Data Observability

Updated Jan 31 2024

Building Spark Lineage For Data Lakes

Lior Gavish

CTO and Co-founder, Monte Carlo. Programming wizard and lover of cats.

Corey Fritz

Senior Software Engineer at Monte Carlo.

When a data pipeline breaks, data engineers need to immediately understand where the rupture occurred and what has been impacted. Data downtime is costly.

Without data lineage–a map of how assets are connected and data moves across its lifecycle–data engineers might as well conduct their incident triage and root cause analysis blindfolded. There are two types of data lineage: table-level lineage and column-level lineage (also known as field-level lineage). In Spark, data lineage is built using the RDD (Resilient Distributed Dataset) abstraction, which keeps track of all transformations applied to it.

Field-level data lineage (not necessarily Spark lineage) with hundreds of connections between objects in upstream and downstream tables. Image courtesy of Monte Carlo.

Monte Carlo’s data observability platform does an excellent job mapping table lineage (even field level lineage!) for SQL based transformations, but some of the most popular, Spark-based systems remained a blindspot for us and for the industry at large.

Because one of our core principles is to provide end-to-end coverage in a unified platform, we set off to engineer a solution to this challenge and integrate Spark into our lineage feature.

We knew it wouldn’t be easy, but beating the odds is indelible to our engineering culture.

How we automate SQL lineage

Developing data lineage for SQL is a much different process than developing Spark lineage.

To retrieve data using SQL, a user would write and execute a query, which is then typically stored in a log. These SQL queries contain all the breadcrumbs necessary to trace which columns or fields from specific tables are feeding other tables downstream.

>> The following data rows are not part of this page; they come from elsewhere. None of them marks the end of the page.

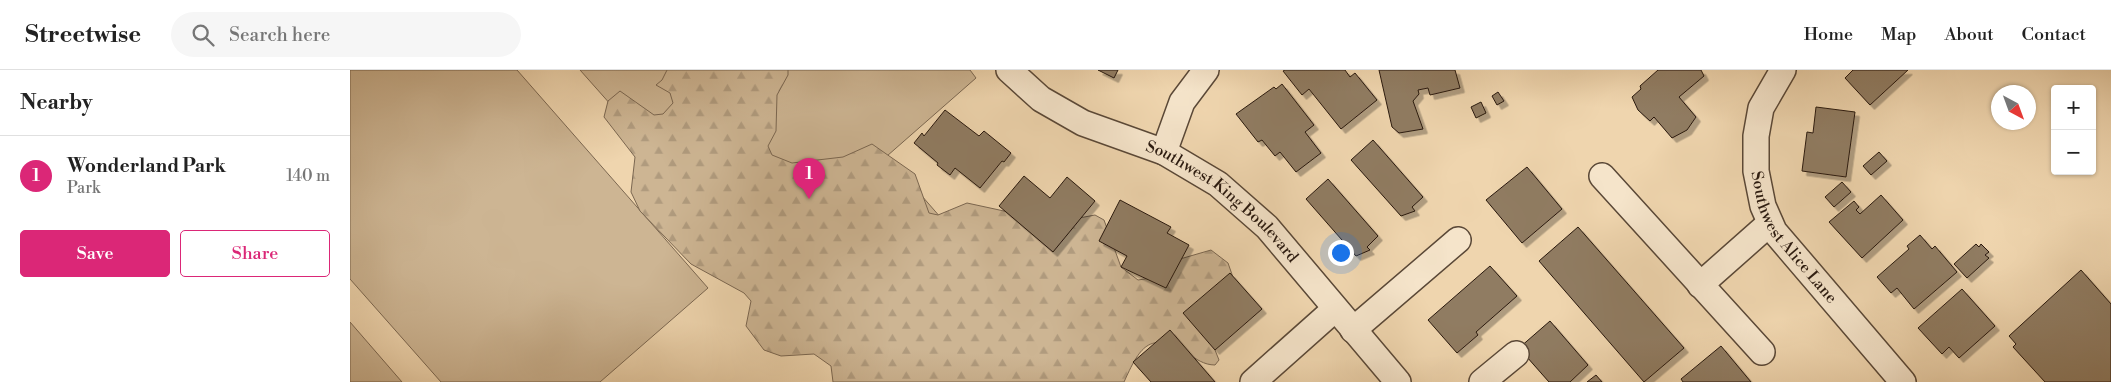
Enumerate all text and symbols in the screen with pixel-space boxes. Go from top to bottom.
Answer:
search box [171,12,521,57]
text: Streetwise [25,20,141,50]
icon: search [189,21,217,49]
text: Search here [229,23,330,47]
text: Home [1804,23,1853,46]
text: Map [1881,23,1917,46]
text: About [1945,23,1994,46]
text: Contact [2022,23,2086,46]
north arrow [1991,85,2036,130]
map controls [2051,85,2096,175]
button: + [2051,85,2096,130]
text: Nearby [20,90,93,116]
button: − [2051,130,2096,175]
street label: Southwest King Boulevard [1143,136,1303,267]
text: Wonderland Park [67,154,226,178]
pin: 1 [793,158,825,199]
text: 1 [32,166,40,186]
text: 140 m [286,166,330,186]
street label: Southwest Alice Lane [1746,169,1841,307]
text: Park [67,178,100,198]
button: Save [20,230,170,277]
button: Share [180,230,330,277]
your location [1328,240,1354,266]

For example, we can look at this SQL query which will display the outcomes of at-bats for a baseball team’s players…

SELECT player.first_name, player.last_name, bat.date, bat_outcome.outcome_text

FROM player

INNER JOIN bat ON bat.player_id = player.id

INNER JOIN bat_outcome ON bat.bat_outcome_id = bat_outcome.id

… and we can understand the connections between the above player, bat, and bat_outcome tables.

You can see the downstream field-to-field relationships in the resulting “at-bat outcome” table from the SELECT statements and the table-to-field dependencies in the non-SELECT statements.

Metadata from the data warehouse/lake and from the BI tool of record can then be used to map the dependencies between the tables and dashboards.

Parsing all this manually to develop end-to-end lineage is possible, but it’s tedious.

It also becomes outdated virtually the moment it’s mapped as your environment continues to ingest more data and you continue to layer on additional solutions. So Monte Carlo automates it.

We use a homegrown data collector to grab our customers’ SQL logs from their data warehouse or lake, stream the data to different components of our data pipelines. We leverage the open source ANTLR parser, which we heavily customized for various dialects of SQL, in a Java-based lambda function to comb through the query logs and generate lineage data.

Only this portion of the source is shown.